§ **TASK OBJECTIVE**
Return copies of the lines below that mention "around".

§ **DATA FOR THIS TASK**
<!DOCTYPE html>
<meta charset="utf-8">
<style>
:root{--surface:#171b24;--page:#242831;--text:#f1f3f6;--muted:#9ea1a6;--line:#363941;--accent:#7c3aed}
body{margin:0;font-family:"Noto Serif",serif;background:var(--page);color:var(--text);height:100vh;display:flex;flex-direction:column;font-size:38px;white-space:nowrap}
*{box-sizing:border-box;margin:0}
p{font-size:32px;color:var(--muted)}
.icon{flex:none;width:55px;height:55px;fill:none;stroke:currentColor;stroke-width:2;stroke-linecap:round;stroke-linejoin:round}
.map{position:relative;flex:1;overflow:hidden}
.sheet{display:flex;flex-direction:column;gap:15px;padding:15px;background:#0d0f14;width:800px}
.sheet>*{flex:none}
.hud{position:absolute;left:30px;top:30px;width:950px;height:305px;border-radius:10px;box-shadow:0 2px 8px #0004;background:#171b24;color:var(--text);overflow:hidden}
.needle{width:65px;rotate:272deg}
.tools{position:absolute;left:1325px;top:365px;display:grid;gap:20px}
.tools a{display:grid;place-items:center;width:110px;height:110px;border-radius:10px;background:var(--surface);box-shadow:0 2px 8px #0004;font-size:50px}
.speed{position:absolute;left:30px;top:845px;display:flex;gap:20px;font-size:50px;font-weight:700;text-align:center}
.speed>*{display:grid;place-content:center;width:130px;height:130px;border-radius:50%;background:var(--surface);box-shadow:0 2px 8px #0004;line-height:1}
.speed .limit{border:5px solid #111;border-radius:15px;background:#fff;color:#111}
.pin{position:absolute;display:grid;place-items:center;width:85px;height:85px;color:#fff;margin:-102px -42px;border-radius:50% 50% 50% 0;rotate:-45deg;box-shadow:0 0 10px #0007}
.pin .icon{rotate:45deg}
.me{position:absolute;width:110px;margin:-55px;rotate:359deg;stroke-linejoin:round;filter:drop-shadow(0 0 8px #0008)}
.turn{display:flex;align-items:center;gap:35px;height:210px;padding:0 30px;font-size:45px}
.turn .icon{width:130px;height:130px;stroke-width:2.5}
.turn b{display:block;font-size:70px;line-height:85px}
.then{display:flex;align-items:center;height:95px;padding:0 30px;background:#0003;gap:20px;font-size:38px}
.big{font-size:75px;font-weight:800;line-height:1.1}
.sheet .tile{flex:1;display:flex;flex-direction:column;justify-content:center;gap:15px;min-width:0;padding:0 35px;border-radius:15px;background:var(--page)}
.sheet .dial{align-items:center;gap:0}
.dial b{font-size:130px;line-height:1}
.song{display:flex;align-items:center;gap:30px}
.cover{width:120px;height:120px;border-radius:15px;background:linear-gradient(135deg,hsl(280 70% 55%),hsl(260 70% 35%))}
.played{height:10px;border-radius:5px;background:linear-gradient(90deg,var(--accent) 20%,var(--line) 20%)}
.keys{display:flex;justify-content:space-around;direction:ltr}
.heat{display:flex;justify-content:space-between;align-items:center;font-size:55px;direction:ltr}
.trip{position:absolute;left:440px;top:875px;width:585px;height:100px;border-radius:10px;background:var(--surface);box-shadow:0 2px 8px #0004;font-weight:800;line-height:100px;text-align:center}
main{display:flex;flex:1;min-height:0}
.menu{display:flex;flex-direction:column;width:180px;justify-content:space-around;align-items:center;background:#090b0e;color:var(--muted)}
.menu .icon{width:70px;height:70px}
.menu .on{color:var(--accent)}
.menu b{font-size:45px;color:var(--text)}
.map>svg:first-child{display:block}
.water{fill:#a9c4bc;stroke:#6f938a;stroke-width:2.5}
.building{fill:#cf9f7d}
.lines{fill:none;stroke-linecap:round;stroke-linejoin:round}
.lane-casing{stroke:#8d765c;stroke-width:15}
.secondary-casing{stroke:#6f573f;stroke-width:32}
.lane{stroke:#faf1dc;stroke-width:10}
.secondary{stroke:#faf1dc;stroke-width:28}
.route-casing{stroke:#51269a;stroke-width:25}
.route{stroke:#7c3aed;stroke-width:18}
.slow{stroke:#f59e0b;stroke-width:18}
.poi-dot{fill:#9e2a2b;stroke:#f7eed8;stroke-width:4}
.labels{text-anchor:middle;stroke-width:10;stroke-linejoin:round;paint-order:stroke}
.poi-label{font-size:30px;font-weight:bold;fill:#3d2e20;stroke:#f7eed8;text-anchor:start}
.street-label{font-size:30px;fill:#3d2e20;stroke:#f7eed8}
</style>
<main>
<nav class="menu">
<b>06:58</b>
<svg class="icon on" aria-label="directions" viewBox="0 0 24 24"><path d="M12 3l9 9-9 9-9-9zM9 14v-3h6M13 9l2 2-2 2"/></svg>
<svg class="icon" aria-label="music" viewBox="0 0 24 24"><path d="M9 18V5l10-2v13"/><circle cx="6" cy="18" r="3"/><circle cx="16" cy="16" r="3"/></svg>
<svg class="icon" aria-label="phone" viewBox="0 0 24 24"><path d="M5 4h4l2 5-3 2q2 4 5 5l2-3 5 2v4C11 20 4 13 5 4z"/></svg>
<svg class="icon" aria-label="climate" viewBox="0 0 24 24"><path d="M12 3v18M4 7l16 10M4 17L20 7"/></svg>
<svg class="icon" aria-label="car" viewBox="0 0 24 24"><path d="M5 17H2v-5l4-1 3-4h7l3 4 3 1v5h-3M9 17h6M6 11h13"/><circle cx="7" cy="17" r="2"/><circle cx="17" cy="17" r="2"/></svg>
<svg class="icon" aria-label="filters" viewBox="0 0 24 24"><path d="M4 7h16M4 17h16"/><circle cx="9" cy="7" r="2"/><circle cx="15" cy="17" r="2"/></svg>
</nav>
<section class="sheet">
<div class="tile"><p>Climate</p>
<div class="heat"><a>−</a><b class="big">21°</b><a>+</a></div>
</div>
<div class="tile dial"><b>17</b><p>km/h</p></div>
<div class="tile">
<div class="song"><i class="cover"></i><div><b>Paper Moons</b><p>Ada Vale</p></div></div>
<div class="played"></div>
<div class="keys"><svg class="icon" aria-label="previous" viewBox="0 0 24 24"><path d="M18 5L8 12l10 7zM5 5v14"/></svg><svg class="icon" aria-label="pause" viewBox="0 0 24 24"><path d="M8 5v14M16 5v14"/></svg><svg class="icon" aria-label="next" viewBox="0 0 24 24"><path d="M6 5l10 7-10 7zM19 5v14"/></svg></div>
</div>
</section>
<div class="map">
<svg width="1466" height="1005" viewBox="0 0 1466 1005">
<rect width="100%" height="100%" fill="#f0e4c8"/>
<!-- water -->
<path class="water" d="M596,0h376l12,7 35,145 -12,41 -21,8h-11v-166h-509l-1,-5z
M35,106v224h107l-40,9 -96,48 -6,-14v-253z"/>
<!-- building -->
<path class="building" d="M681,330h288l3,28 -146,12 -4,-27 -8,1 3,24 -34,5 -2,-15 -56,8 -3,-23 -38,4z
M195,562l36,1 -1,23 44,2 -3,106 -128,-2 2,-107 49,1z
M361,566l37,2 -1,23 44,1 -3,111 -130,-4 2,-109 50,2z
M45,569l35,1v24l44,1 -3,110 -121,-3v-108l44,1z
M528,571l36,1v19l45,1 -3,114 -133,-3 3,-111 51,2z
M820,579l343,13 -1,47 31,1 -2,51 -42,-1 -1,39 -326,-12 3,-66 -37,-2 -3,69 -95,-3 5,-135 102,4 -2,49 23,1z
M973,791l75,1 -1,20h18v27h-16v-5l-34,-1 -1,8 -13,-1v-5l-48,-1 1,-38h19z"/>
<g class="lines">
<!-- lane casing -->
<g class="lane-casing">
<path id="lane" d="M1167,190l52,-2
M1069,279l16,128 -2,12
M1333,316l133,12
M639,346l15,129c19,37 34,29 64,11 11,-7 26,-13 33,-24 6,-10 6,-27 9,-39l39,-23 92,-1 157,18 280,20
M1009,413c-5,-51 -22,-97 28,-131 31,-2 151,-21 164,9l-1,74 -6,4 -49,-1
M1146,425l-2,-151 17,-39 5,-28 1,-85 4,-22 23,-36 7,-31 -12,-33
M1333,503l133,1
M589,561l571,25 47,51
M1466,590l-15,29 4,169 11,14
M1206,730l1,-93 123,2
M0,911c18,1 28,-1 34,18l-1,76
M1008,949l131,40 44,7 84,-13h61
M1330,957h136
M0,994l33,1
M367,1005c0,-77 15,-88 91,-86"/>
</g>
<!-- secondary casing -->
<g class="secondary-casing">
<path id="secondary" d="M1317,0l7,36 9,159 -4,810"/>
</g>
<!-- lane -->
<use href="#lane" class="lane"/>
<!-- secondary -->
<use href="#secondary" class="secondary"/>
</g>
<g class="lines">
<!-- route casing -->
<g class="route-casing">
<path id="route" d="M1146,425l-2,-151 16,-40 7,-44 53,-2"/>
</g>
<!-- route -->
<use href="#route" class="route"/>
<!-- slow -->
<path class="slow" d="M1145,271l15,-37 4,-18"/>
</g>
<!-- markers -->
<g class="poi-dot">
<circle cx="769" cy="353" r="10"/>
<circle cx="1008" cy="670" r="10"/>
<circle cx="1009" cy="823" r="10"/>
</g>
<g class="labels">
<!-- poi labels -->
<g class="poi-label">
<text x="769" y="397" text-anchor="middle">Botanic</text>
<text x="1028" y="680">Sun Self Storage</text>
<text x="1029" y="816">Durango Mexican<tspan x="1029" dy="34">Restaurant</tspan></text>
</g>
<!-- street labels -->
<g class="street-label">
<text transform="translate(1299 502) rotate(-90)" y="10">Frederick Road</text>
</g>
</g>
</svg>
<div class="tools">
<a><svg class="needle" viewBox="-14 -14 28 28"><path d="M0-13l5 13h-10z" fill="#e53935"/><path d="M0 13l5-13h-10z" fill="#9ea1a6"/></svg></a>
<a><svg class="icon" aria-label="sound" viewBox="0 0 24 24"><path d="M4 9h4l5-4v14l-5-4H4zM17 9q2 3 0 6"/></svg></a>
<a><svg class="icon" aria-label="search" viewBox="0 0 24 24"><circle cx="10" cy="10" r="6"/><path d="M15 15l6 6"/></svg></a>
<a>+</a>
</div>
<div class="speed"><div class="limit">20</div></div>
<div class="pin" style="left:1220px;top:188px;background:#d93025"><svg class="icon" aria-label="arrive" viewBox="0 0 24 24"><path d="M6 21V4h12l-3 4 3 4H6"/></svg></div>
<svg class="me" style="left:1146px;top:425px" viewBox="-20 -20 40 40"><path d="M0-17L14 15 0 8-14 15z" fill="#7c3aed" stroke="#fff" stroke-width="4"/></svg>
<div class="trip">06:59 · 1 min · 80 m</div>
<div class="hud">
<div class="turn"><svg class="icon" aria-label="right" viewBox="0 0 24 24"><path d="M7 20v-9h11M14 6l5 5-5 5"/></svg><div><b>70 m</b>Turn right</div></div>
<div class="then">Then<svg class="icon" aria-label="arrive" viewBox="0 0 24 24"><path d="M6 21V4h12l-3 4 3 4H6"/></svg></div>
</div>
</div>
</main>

§ **EXERCISE RESULT**
.keys{display:flex;justify-content:space-around;direction:ltr}
.menu{display:flex;flex-direction:column;width:180px;justify-content:space-around;align-items:center;background:#090b0e;color:var(--muted)}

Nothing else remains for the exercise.